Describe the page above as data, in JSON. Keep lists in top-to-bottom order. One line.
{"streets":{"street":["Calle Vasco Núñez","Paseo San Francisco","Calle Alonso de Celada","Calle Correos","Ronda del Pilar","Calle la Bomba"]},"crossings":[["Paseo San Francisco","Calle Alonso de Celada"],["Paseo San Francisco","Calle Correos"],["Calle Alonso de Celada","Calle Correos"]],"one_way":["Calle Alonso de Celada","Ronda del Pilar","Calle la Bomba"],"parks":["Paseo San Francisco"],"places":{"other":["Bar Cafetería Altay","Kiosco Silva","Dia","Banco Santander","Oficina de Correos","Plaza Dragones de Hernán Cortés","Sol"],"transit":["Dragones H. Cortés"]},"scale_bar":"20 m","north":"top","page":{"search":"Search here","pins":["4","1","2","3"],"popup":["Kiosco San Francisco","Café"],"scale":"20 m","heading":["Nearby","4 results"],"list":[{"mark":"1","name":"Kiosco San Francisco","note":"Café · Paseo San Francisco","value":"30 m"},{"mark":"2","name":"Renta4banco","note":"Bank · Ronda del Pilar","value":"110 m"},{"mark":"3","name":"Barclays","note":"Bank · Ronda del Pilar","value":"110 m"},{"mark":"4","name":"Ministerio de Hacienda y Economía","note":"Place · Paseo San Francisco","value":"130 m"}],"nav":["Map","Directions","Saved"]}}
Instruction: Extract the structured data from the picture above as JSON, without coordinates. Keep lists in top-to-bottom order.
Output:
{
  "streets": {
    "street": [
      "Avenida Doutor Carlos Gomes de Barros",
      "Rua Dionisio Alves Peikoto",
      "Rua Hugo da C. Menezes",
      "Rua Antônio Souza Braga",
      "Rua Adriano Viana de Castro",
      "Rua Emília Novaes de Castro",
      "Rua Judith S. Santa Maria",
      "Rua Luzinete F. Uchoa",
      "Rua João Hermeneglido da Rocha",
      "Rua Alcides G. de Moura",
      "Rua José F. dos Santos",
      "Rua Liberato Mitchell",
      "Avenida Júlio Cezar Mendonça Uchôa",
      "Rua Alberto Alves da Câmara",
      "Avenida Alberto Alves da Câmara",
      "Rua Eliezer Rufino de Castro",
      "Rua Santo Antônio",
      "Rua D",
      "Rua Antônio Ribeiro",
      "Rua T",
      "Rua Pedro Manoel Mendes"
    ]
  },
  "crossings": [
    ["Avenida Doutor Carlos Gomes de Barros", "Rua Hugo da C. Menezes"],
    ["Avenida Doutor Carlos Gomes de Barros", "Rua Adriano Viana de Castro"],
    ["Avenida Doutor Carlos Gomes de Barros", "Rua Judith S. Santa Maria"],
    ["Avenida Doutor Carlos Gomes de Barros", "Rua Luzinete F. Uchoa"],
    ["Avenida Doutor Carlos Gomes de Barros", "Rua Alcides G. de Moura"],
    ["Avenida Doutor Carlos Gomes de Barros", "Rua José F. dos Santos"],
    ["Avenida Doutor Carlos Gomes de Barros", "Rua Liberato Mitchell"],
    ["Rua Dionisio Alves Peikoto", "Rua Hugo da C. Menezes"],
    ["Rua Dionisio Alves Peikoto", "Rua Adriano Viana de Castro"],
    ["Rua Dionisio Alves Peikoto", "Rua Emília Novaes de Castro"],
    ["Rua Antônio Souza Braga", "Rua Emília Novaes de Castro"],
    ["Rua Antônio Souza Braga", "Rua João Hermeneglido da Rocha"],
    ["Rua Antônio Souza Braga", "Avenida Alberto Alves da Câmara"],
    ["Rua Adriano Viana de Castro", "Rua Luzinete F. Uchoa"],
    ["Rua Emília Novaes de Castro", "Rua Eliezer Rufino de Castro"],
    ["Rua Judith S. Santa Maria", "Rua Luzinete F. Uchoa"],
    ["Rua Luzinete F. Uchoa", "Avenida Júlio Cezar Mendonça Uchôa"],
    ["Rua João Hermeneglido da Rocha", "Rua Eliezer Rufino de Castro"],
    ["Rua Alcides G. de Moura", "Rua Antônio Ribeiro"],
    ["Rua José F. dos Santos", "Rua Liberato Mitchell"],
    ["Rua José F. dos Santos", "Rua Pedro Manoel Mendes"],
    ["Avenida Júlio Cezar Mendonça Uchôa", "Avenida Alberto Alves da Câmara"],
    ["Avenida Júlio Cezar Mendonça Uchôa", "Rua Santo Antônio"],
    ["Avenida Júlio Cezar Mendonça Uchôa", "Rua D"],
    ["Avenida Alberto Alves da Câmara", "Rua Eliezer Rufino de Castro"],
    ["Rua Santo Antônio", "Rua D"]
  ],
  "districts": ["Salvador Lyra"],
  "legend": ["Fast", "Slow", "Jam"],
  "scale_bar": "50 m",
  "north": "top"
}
+++++
▶ _Assignment_:
When the word "Uchôa" turns up on a line of the material above, copy that line.

▶ _Response area_:
      "Avenida Júlio Cezar Mendonça Uchôa",
    ["Rua Luzinete F. Uchoa", "Avenida Júlio Cezar Mendonça Uchôa"],
    ["Avenida Júlio Cezar Mendonça Uchôa", "Avenida Alberto Alves da Câmara"],
    ["Avenida Júlio Cezar Mendonça Uchôa", "Rua Santo Antônio"],
    ["Avenida Júlio Cezar Mendonça Uchôa", "Rua D"],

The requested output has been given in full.